A Dictionary of Greek and Roman biography and mythology. William Smith, LLD, ed. 1890

(Διόφαντος), of Alexandria, the only Greek writer on Algebra. His period is wholly unknown, which is not to be wondered at if we consider that he stands quite alone as to the subject which he treated. But, looking at the improbability of all mention of such a writer being omitted by Proclus and Pappus, we feel strongly inclined to place him towards the end of the fifth century of our era at the earliest. If the Diophantus, on whose astronomical work (according to Suidas) Hypatia wrote a commentary, and whose arithmetic Theon mentions in his commentary on the Almagest, be the subject of our article, he must have lived before the fifth century: but it would be by no means safe to assume this identity. Abulpharagius, according to Montucla, places him at A. D. 365. The first writer who mentions him, (if it be not Theon) is John, patriarch of Jerusalem, in his life of Johannes Damascenus, written in the eighth century. It matters not much where we place him, as far as Greek literature is concerned: the question will only become of importance when we have the means of investigating whether or not he derived his algebra, or any of it, from an Indian source. Colebrooke, as to this matter, is content that Diophantus should be placed in the fourth century. (See the Penny Cyclopaedia, art. Viya Ganita.)

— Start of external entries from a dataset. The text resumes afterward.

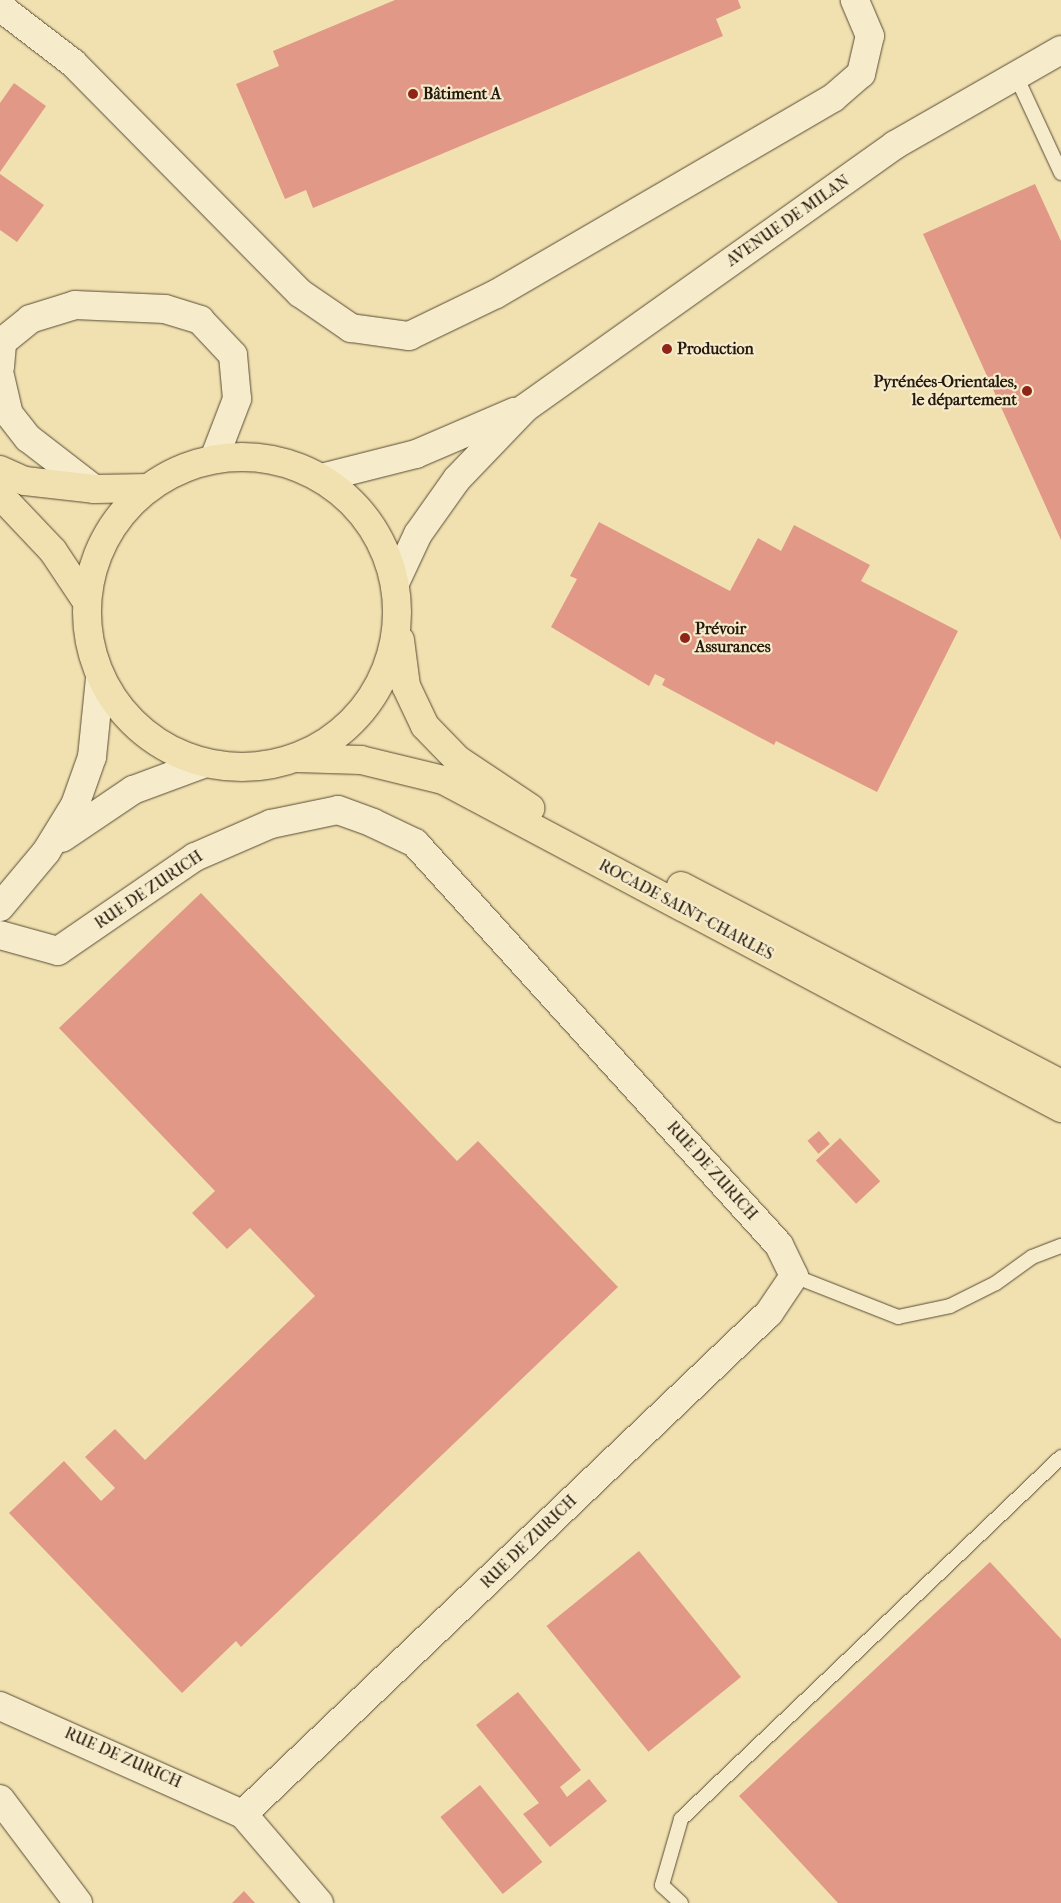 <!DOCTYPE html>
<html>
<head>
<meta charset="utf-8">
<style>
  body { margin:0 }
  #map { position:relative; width:1061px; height:1903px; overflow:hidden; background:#f1e1b0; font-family:"IM FELL French Canon",serif }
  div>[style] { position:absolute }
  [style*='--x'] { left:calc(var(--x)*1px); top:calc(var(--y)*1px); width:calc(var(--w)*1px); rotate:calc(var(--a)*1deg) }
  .building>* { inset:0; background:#e19886; transform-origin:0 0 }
  .roads { filter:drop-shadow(0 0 1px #584b36) drop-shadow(0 0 1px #584b36) }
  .lane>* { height:14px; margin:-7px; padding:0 7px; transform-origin:7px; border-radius:7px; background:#f6eccc }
  .street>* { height:28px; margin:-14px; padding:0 14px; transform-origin:14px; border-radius:14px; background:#f6eccc }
  .primary>* { height:28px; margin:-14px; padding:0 14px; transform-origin:14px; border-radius:14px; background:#f1e1b0 }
  .primary>.ring { margin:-14px; padding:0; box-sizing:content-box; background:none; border:28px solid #f1e1b0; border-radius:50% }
  .dots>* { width:14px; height:14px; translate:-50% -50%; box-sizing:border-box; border:2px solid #f6eccc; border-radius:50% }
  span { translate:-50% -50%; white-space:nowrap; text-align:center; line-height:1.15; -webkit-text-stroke:4.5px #f6eccc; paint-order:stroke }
  .poi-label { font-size:16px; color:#25190d; font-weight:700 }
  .left { translate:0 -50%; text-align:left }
  .right { translate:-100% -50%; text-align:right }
  .street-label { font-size:16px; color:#25190d }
</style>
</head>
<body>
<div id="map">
  <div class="building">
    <div style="clip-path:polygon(395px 0,738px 0,741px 8px,716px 19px,723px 36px,313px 208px,306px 190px,285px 199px,236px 84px,279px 66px,273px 51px)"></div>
    <div style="clip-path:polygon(14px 83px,46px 106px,0 172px,0 103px)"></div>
    <div style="clip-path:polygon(0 174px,44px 205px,17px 242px,0 230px)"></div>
    <div style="clip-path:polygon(1035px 184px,1061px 241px,1061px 540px,923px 234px)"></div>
    <div style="clip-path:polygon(599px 522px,730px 591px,758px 538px,781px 551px,794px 525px,870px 565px,861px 581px,958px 631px,877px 792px,776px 741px,774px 745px,662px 685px,665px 679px,655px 674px,649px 686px,551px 627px,577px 579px,570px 576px)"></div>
    <div style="clip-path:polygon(201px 893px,457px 1161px,478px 1141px,618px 1287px,245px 1643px,241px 1647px,236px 1641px,182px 1693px,9px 1513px,64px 1461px,101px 1501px,115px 1488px,85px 1457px,115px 1429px,145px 1460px,315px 1296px,250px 1228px,227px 1249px,192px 1213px,215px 1191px,59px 1028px)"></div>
    <div style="left:819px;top:1131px;width:17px;height:15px;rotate:50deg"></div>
    <div style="left:840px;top:1138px;width:59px;height:33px;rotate:47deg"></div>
    <div style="left:639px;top:1551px;width:162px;height:119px;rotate:51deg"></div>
    <div style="clip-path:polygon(990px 1562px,1061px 1639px,1061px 1903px,838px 1903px,739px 1796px)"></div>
    <div style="clip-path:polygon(518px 1692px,581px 1770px,560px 1787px,567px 1797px,589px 1779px,607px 1801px,550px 1847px,523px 1814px,539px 1803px,476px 1725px)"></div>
    <div style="left:480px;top:1785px;width:99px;height:51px;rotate:51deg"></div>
    <div style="clip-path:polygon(244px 1891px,255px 1903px,232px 1903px)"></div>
  </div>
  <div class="roads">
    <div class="lane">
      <div style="--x:1016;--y:76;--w:107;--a:65.1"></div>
      <div style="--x:794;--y:1276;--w:112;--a:21.5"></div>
      <div style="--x:898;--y:1317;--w:53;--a:-11.9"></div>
      <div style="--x:950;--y:1306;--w:51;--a:-26.6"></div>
      <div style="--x:996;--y:1283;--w:44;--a:-35.8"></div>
      <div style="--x:1032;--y:1257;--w:31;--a:-21"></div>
      <div style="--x:681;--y:1903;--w:26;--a:-137"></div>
      <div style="--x:662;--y:1885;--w:69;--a:-73.9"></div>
      <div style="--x:681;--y:1819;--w:525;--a:-43.61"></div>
    </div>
    <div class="street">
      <div style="--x:0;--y:7;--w:92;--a:37.5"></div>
      <div style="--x:73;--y:63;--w:323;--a:45.4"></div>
      <div style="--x:300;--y:293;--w:62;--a:34.5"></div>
      <div style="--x:351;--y:328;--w:59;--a:7.9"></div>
      <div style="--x:409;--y:336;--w:97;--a:-25.8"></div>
      <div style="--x:496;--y:294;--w:390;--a:-30.2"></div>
      <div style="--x:833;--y:98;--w:37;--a:-41"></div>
      <div style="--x:861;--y:74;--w:39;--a:-77"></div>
      <div style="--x:870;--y:36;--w:39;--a:-113"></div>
      <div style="--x:0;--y:367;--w:25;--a:-85"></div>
      <div style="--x:2;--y:342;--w:36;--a:-39"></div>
      <div style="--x:30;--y:319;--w:47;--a:-17.3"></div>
      <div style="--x:75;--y:305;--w:90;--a:2.5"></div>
      <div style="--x:165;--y:309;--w:37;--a:17"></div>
      <div style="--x:200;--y:320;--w:48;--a:46.7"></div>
      <div style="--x:233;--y:355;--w:44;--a:84.8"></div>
      <div style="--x:237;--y:399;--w:64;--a:111"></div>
      <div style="--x:0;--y:376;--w:39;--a:77"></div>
      <div style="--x:9;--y:414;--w:31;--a:52"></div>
      <div style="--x:28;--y:438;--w:83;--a:37.7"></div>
      <div style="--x:321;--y:478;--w:98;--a:-14.2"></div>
      <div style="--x:416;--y:454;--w:107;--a:-23.2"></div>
      <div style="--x:395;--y:583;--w:54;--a:-64.9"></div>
      <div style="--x:418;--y:534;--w:67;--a:-54.7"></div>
      <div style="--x:457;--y:479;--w:98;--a:-46.2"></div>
      <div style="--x:525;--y:408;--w:454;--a:-35.4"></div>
      <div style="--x:895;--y:145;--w:191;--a:-29.8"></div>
      <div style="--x:62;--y:838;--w:86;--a:-34.1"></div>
      <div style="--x:133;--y:790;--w:75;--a:-20.4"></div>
      <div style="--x:0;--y:907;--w:72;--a:-50.1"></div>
      <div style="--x:46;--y:852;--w:55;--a:-58.3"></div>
      <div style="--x:75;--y:805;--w:51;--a:-70.5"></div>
      <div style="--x:92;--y:757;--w:79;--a:-84.2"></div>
      <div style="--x:0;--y:935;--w:60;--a:15.4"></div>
      <div style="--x:58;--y:951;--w:166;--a:-34.5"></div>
      <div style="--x:195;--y:857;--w:83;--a:-23.5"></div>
      <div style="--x:271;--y:824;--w:68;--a:-11.8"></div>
      <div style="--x:338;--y:810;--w:37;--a:20"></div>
      <div style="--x:373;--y:823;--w:47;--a:25.5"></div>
      <div style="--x:415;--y:843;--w:542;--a:47.84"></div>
      <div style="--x:779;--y:1245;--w:34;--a:64"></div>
      <div style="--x:794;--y:1276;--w:45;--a:124"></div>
      <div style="--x:769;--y:1313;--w:726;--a:136.39"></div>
      <div style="--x:0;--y:1706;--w:266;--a:24"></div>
      <div style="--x:243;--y:1814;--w:117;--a:49.5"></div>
      <div style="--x:0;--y:1799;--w:130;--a:53.1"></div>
    </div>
    <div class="primary">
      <div class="ring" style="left:87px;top:457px;width:282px;height:282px"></div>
      <div style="--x:0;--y:470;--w:27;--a:24"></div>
      <div style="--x:25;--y:481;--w:69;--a:6.6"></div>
      <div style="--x:94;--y:489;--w:55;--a:-1"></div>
      <div style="--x:0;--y:495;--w:77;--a:46.6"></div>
      <div style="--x:53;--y:551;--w:61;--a:56.3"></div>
      <div style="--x:400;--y:640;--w:46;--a:82.6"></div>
      <div style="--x:406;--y:686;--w:44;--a:64.6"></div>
      <div style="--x:425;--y:726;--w:47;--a:45.9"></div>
      <div style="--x:458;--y:760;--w:87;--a:33.7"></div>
      <div style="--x:297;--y:758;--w:64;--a:1.8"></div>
      <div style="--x:361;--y:760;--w:84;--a:13.7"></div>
      <div style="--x:443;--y:780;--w:700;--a:27.96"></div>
      <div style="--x:681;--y:886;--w:428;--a:27.5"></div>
    </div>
  </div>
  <div class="dots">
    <div style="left:413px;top:94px;background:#8f2418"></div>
    <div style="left:667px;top:349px;background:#8f2418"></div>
    <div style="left:1027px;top:391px;background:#8f2418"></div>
    <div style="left:685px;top:638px;background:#8f2418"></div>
  </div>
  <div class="poi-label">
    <span class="left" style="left:423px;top:94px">Bâtiment A</span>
    <span class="left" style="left:677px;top:349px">Production</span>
    <span class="right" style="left:1017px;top:391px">Pyrénées-Orientales,<br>le département</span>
    <span class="left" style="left:695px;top:638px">Prévoir<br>Assurances</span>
  </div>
  <div class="street-label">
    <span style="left:788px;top:221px;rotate:-35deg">AVENUE DE MILAN</span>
    <span style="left:149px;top:890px;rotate:-34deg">RUE DE ZURICH</span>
    <span style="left:686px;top:910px;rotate:28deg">ROCADE SAINT-CHARLES</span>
    <span style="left:712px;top:1171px;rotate:48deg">RUE DE ZURICH</span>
    <span style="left:529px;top:1542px;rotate:-44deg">RUE DE ZURICH</span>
    <span style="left:123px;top:1758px;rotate:24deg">RUE DE ZURICH</span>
  </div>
</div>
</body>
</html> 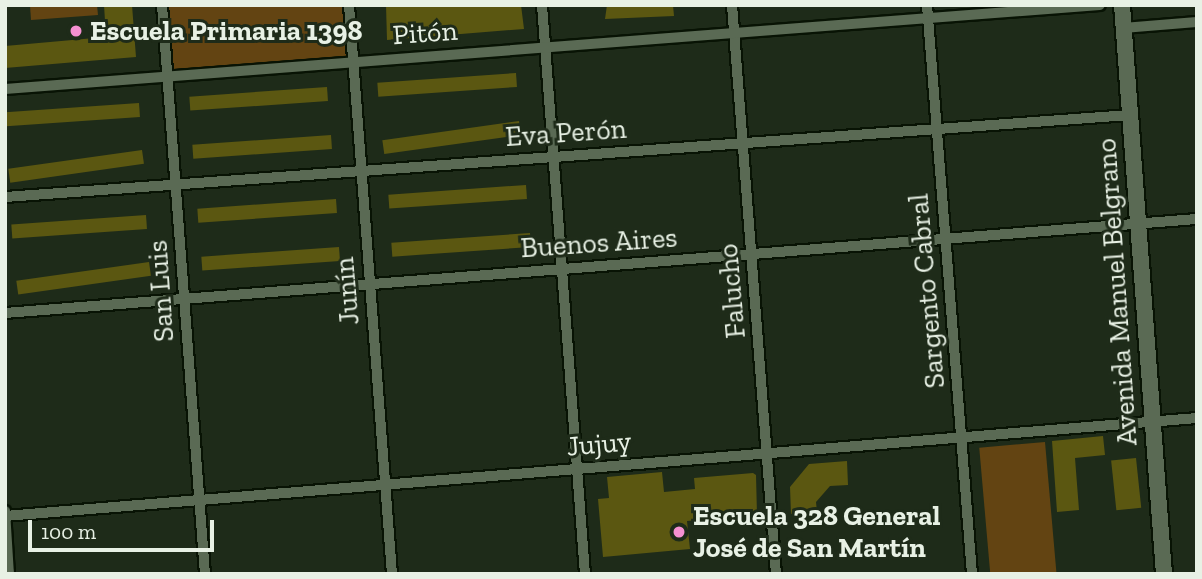 <!DOCTYPE html>
<meta charset="utf-8">
<style>
body{margin:0}
#map{position:relative;width:1202px;height:579px;overflow:hidden;background:#1e2b19;font-family:"Zilla Slab",serif}
div>[style]{position:absolute}
.green>*{inset:0;background:#634412;transform-origin:0 0}
.building>*{inset:0;background:#5b5711;transform-origin:0 0}
.roads{filter:drop-shadow(2px 0 #081304) drop-shadow(-2px 0 #081304) drop-shadow(0 2px #081304) drop-shadow(0 -2px #081304)}
.street>*{height:10px;margin:-5px;padding:0 5px;transform-origin:5px;border-radius:5px;background:#5a6a54}
.secondary>*{height:16px;margin:-8px;padding:0 8px;transform-origin:8px;border-radius:8px;background:#5a6a54}
.dots>*{width:19px;height:19px;translate:-50% -50%;box-sizing:border-box;border:4px solid #1e2b19;border-radius:50%}
span{translate:-50% -50%;white-space:nowrap;text-align:center;line-height:1.15;-webkit-text-stroke:6px #1e2b19;paint-order:stroke}
.poi-label{font-size:28px;color:#e8f1e5;font-weight:700}
.left{translate:0 -50%;text-align:left}
.street-label{font-size:28px;color:#e8f1e5}
.frame{position:absolute;inset:0;border:7px solid #e8f1e5;pointer-events:none}
.scale{position:absolute;left:28px;top:520px;width:186px;height:32px;box-sizing:border-box;border:4px solid #e8f1e5;border-top:0;padding-left:9px;font-size:21px;line-height:24px;white-space:nowrap;color:#e8f1e5;-webkit-text-stroke:5px #1e2b19;paint-order:stroke}
</style>
<div id="map">
<div class="green">
<div style="clip-path:polygon(30px 5px,97px 5px,98px 15px,31px 20px)"></div>
<div style="clip-path:polygon(162px 5px,349px 5px,353px 61px,167px 76px)"></div>
<div style="left:1045px;top:442px;width:132px;height:66px;rotate:85deg"></div>
</div>
<div class="building">
<div style="clip-path:polygon(104px 5px,132px 5px,136px 57px,5px 68px,5px 46px,106px 37px)"></div>
<div style="clip-path:polygon(386px 5px,521px 5px,524px 29px,387px 40px)"></div>
<div style="clip-path:polygon(607px 5px,673px 5px,674px 16px,605px 19px)"></div>
<div style="left:516px;top:73px;width:14px;height:139px;rotate:86deg"></div>
<div style="left:327px;top:87px;width:14px;height:138px;rotate:86deg"></div>
<div style="left:139px;top:103px;width:14px;height:134px;rotate:86deg"></div>
<div style="left:519px;top:121px;width:14px;height:138px;rotate:82deg"></div>
<div style="left:331px;top:135px;width:14px;height:139px;rotate:86deg"></div>
<div style="left:142px;top:150px;width:14px;height:135px;rotate:82deg"></div>
<div style="left:526px;top:185px;width:14px;height:138px;rotate:86deg"></div>
<div style="left:336px;top:199px;width:14px;height:139px;rotate:86deg"></div>
<div style="left:146px;top:215px;width:14px;height:135px;rotate:86deg"></div>
<div style="left:530px;top:233px;width:14px;height:139px;rotate:86deg"></div>
<div style="left:339px;top:247px;width:14px;height:138px;rotate:86deg"></div>
<div style="left:149px;top:262px;width:14px;height:134px;rotate:82deg"></div>
<div style="clip-path:polygon(1103px 436px,1105px 455px,1075px 458px,1079px 510px,1057px 512px,1052px 441px)"></div>
<div style="left:1136px;top:458px;width:50px;height:25px;rotate:84deg"></div>
<div style="clip-path:polygon(847px 461px,848px 485px,830px 486px,816px 502px,817px 512px,791px 514px,790px 487px,809px 464px)"></div>
<div style="clip-path:polygon(662px 472px,664px 492px,695px 489px,694px 478px,753px 473px,756px 475px,757px 515px,687px 521px,690px 549px,603px 557px,598px 499px,609px 498px,607px 477px)"></div>
</div>
<div class="roads">
<div class="street">
<div style="left:162px;top:5px;width:571px;rotate:85.68deg"></div>
<div style="left:349px;top:5px;width:571px;rotate:85.68deg"></div>
<div style="left:542px;top:5px;width:571px;rotate:85.68deg"></div>
<div style="left:732px;top:5px;width:571px;rotate:85.58deg"></div>
<div style="left:927px;top:5px;width:571px;rotate:85.48deg"></div>
<div style="left:1123px;top:28px;width:74px;rotate:-4.6deg"></div>
<div style="left:5px;top:89px;width:1098px;rotate:-4.39deg"></div>
<div style="left:5px;top:197px;width:1128px;rotate:-4.17deg"></div>
<div style="left:5px;top:313px;width:1196px;rotate:-4.51deg"></div>
<div style="left:5px;top:511px;width:63px;rotate:86.4deg"></div>
<div style="left:5px;top:516px;width:1196px;rotate:-4.7deg"></div>
</div>
<div class="secondary">
<div style="left:1122px;top:5px;width:571px;rotate:85.78deg"></div>
</div>
</div>
<div class="dots">
<div style="left:76px;top:31px;background:#f590d1"></div>
<div style="left:679px;top:532px;background:#f590d1"></div>
</div>
<div class="poi-label">
<span class="left" style="left:90px;top:31px">Escuela Primaria 1398</span>
<span class="left" style="left:693px;top:532px">Escuela 328 General<br>José de San Martín</span>
</div>
<div class="street-label">
<span style="left:425px;top:33px;rotate:-4deg">Pitón</span>
<span style="left:566px;top:133px;rotate:-4deg">Eva Perón</span>
<span style="left:599px;top:243px;rotate:-4deg">Buenos Aires</span>
<span style="left:161px;top:291px;rotate:-94deg">San Luis</span>
<span style="left:347px;top:291px;rotate:-95deg">Junín</span>
<span style="left:732px;top:291px;rotate:-95deg">Falucho</span>
<span style="left:927px;top:291px;rotate:-95deg">Sargento Cabral</span>
<span style="left:1117px;top:292px;rotate:-94deg">Avenida Manuel Belgrano</span>
<span style="left:599px;top:444px;rotate:-5deg">Jujuy</span>
</div>
<div class="frame"></div>
<div class="scale">100 m</div>
</div>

It is singular that, though his date is uncertain to a couple of centuries at least, we have some reason to suppose that he married at the age of 33, and that in five years a son was born of this marriage, who died at the age of 42, four years before his father: so that Diophantus lived to 84. Bachet, his editor, found a problem proposed in verse, in an unpublished Greek anthology, like some of those which Diophantus himself proposed in verse, and composed in the manner of an epitaph. The unknown quantity is the age to which Diophantus lived, and the simple equation of condition to which it leads gives, when solved, the preceding information. But it is just as likely as not that the maker of the epigram invented the dates.